In [1]:
import keras
print(f"Keras Version: {keras.__version__}")
import tensorflow as tf
print(f"Tensorflow Version {tf.__version__}")
Keras is a high level wrapper (API) for Tensorflow and Theano which aims to make them easier to use. Tensorflow gets quite verbose and there is a lot of detail to handle, which Keras trys to abstract away to sane defaults, while allowing the option to tinker with the tensors where wanted.
To get a feel for Keras, I'm seeing how it goes with MNIST.
Keras already has some datasets included, so using the ever popular mnist:
MNIST database of handwritten digits
Dataset of 60,000 28x28 grayscale images of the 10 digits, along with a test set of 10,000 images.
In [2]:
from keras.datasets import mnist
(x_train, y_train), (x_test, y_test) = mnist.load_data()
Checking the data:
In [3]:
f"Shapes x_train: {x_train.shape}, y_train: {y_train.shape}, x_test: {x_test.shape}, y_test: {y_test.shape}"
Out[3]:
The train and test images are 28x28
sized images, which we need to reshape into a 1d vector to make our super simple NN deal with.
Now, it's a good idea to always eyeball the data, so here goes:
In [33]:
# min to max values in x_train
x_train.min(), x_train.max()
Out[33]:
In [128]:
%matplotlib inline
import matplotlib.pyplot as plt
import seaborn as sns
fig, axes = plt.subplots(2,5, figsize=(10,4))
for i, ax in enumerate(axes.flatten()):
ax.imshow(x_train[i], cmap='gray')
ax.set_title(f"Class {y_train[i]}")
ax.set_xticks([]) , ax.set_yticks([])
In [129]:
y_train[:10]
Out[129]:
ok, we've seen the data, but we need to preprocess it into a neural net friendly shape.

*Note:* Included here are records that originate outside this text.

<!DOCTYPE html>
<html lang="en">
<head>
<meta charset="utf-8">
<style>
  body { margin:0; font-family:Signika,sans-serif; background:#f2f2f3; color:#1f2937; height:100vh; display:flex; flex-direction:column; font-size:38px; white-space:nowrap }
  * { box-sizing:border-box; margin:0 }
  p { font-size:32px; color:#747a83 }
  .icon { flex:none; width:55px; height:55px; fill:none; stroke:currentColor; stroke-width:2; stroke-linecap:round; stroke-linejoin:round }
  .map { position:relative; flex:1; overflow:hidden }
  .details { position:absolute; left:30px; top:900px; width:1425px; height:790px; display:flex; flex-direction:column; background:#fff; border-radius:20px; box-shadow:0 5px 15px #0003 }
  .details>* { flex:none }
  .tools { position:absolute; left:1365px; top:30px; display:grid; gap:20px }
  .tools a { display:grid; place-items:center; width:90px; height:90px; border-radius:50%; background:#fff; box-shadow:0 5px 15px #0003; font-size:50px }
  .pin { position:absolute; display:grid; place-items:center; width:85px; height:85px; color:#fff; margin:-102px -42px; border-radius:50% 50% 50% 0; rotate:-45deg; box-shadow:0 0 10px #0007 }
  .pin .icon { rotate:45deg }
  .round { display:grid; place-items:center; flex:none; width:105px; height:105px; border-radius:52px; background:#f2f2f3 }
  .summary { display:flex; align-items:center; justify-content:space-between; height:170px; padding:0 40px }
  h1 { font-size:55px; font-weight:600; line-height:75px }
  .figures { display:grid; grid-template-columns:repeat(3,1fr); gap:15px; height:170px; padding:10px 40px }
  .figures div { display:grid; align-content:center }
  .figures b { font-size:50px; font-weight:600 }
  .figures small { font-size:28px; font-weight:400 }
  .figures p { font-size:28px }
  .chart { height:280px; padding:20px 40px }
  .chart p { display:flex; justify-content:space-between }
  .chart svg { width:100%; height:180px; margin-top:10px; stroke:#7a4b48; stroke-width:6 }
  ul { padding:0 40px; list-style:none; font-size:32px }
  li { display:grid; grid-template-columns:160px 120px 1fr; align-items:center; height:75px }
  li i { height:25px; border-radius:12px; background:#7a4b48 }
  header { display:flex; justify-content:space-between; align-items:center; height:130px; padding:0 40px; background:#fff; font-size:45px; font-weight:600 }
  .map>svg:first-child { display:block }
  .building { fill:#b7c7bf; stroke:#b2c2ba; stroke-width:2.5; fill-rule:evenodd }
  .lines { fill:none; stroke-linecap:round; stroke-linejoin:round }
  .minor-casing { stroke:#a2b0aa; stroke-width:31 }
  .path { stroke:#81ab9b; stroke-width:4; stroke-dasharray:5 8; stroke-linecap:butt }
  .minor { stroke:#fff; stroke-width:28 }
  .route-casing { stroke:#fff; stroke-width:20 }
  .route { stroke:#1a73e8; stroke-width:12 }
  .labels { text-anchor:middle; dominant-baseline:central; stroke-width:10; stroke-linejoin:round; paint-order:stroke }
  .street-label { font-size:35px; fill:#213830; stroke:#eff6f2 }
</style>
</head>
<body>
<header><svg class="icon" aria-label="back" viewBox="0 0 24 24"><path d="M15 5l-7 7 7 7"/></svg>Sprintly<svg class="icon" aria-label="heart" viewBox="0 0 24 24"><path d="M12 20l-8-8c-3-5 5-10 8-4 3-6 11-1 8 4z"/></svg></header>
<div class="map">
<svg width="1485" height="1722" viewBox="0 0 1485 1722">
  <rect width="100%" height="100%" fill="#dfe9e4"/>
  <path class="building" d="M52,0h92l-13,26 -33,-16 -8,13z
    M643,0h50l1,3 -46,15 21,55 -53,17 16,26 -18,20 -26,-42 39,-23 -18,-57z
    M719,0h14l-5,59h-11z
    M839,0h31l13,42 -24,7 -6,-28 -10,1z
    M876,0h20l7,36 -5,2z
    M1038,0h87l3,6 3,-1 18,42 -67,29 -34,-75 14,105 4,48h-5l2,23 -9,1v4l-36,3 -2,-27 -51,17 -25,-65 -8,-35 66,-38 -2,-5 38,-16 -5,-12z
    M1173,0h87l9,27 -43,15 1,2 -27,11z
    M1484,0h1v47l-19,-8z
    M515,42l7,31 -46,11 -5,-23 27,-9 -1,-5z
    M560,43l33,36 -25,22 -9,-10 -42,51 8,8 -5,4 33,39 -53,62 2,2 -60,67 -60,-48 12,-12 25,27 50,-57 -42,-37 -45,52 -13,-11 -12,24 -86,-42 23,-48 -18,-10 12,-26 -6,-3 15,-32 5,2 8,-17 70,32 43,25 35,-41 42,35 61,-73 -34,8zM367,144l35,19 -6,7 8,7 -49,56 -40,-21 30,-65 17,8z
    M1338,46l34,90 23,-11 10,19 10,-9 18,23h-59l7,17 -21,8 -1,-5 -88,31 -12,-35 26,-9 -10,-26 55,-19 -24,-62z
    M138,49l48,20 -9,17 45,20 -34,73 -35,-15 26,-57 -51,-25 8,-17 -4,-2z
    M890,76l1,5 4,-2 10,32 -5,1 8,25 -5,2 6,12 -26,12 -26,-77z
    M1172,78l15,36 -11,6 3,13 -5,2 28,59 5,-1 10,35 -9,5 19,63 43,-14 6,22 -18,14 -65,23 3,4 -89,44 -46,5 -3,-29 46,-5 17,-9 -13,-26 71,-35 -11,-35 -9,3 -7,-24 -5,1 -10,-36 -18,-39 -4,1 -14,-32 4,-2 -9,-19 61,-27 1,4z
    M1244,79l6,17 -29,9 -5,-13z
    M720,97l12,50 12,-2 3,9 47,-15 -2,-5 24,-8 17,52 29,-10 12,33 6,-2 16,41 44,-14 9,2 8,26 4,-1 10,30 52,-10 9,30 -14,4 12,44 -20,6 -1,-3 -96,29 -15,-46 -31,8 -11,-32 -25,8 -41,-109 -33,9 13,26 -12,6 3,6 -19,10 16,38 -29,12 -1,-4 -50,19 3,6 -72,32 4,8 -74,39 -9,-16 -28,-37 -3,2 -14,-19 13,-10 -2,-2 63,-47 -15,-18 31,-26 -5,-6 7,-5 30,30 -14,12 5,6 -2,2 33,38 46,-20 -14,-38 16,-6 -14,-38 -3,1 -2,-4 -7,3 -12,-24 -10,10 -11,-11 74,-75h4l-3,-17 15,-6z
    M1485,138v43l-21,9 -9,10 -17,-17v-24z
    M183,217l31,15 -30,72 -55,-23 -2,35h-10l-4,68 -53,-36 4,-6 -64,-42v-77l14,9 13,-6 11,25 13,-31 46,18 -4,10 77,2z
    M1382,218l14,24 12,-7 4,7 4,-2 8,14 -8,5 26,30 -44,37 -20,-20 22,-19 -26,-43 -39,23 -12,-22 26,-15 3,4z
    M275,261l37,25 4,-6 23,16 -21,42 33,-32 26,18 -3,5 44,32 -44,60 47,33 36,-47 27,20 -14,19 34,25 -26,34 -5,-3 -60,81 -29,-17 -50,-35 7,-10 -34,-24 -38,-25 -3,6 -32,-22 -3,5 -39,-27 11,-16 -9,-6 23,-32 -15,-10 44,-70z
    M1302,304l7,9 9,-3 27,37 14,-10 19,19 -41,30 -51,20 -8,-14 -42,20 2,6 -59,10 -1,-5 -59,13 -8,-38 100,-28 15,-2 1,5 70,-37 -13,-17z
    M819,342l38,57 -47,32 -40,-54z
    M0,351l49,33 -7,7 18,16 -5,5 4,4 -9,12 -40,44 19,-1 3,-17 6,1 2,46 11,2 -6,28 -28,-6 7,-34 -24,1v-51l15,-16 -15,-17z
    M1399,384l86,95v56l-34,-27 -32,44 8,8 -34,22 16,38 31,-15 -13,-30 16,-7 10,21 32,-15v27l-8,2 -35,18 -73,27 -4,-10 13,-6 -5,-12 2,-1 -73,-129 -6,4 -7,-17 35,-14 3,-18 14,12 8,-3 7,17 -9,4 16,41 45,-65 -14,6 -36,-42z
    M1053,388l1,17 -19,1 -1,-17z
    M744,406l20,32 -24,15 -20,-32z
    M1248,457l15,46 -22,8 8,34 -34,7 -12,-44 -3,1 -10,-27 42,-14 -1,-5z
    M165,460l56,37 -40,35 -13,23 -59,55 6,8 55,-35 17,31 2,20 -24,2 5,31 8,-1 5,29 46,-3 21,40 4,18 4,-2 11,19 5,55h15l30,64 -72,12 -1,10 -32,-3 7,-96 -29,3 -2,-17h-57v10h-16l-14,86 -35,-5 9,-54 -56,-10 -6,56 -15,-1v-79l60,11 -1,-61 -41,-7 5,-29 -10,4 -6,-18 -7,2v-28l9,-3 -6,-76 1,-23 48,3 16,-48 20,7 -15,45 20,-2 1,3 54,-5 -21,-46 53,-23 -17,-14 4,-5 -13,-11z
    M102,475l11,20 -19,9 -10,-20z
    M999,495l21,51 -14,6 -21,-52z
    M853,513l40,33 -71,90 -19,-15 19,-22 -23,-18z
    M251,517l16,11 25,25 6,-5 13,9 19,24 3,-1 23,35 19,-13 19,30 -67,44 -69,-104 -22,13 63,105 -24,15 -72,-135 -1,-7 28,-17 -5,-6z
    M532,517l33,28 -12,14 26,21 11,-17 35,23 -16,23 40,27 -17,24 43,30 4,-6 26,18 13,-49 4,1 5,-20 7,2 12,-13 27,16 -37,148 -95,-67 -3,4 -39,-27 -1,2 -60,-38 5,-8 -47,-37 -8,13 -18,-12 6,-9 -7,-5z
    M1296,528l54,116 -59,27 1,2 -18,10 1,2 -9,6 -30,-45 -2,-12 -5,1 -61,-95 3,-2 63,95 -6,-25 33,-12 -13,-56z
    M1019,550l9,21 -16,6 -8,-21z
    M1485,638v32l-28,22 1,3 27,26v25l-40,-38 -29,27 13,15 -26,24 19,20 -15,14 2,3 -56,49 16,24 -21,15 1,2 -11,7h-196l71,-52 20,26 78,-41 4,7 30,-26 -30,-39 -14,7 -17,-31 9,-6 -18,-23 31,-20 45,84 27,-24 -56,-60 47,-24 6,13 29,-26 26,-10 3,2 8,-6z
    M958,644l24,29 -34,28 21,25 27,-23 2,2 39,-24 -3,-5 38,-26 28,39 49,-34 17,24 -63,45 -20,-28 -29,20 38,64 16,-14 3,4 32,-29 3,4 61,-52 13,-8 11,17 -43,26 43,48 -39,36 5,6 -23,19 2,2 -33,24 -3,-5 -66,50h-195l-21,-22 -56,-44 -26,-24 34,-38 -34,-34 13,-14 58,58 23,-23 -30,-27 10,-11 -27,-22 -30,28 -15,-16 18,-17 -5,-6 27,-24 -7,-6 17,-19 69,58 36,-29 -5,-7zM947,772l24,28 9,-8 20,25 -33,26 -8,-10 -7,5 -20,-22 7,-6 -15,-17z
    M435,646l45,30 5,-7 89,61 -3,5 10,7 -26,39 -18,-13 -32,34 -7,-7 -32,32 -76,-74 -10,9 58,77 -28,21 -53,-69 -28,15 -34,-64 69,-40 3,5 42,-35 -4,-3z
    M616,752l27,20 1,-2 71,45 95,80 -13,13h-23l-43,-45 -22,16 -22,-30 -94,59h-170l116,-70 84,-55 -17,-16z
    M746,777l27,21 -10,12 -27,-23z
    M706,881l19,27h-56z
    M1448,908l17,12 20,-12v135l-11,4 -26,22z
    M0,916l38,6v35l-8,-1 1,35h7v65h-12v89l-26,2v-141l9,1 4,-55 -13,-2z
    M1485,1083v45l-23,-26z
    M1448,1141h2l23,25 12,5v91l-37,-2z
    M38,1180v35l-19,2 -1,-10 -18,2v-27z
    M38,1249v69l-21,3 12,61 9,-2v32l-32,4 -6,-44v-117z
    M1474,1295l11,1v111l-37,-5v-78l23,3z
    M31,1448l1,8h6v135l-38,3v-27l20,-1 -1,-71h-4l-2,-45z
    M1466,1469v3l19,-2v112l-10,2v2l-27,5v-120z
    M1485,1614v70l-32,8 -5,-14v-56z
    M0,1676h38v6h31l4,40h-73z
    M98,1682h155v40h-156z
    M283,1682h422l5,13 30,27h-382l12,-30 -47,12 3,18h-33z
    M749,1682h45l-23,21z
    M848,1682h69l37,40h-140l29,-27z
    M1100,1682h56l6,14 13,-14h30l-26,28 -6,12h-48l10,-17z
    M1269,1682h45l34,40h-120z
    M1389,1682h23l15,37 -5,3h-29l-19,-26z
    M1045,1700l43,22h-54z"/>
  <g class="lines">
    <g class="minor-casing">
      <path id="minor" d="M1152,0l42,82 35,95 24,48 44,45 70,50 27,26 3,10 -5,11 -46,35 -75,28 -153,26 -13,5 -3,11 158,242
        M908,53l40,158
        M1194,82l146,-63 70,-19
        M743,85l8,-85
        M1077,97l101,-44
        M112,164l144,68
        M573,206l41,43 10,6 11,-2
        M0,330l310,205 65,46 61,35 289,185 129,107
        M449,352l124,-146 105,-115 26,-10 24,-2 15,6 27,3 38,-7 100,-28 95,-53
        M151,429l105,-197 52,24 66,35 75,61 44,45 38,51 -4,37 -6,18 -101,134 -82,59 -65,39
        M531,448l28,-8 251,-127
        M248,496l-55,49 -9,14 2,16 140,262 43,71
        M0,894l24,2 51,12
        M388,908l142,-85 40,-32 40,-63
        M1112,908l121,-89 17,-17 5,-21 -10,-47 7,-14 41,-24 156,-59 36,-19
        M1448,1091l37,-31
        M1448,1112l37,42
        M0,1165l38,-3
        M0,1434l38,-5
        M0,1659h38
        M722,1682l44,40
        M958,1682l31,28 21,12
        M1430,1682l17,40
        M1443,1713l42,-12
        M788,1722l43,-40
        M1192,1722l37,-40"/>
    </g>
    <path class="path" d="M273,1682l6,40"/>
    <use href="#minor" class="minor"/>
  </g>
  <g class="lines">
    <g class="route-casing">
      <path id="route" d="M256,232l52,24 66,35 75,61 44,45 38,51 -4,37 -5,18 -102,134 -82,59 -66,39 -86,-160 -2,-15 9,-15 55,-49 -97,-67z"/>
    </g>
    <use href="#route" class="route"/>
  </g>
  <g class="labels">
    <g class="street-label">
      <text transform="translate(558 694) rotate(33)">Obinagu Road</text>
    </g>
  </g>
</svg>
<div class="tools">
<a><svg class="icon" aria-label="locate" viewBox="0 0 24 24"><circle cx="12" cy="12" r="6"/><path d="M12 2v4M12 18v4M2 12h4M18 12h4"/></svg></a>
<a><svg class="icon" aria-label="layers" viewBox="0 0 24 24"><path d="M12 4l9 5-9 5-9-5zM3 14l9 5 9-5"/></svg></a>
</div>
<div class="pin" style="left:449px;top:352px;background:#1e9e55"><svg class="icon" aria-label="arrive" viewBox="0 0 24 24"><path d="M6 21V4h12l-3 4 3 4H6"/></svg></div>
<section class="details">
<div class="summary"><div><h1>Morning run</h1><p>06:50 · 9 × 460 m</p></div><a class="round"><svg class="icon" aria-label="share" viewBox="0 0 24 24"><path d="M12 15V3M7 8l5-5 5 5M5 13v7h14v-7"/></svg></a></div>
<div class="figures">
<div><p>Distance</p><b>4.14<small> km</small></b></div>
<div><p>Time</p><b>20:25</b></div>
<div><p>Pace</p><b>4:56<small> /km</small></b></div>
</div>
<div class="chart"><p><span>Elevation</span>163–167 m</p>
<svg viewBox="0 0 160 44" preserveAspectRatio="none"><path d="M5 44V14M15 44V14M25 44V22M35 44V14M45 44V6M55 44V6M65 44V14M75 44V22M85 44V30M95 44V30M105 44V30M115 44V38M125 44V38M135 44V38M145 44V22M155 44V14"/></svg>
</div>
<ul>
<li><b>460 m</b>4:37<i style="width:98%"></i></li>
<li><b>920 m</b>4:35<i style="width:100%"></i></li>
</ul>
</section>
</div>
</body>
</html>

The image data is 60K 28x28
images, and the image test data is 10K 28x28
images. We want the number of images to stay the same, while the 28x28 should become 784. Since the data is just numpy arrays we can use np.reshape:
In [32]:
X_train = x_train.reshape(-1, 28*28)
X_test = x_test.reshape(-1, 28*28)
x_train.shape, X_train.shape, x_test.shape, X_test.shape
Out[32]:
that was easy!
Now, often image data is normalized:
In [34]:
X_train = X_train.astype('float32') / 255
X_test = X_test.astype('float32') / 255
X_train.min(), X_train.max()
Out[34]:
Moving on to the image labels:
the image labels are stored as a simple numpy array, with each entry telling us what number each corresponding drawing is. Since our NN will spit out a prediction of the likelyhood of what number the drawing is, our NN will work better with the y data one hot encoded.
In [35]:
print("Existing image labels")
print(f"y_train: {y_train[:10]} | y_test: {y_test[:10]}")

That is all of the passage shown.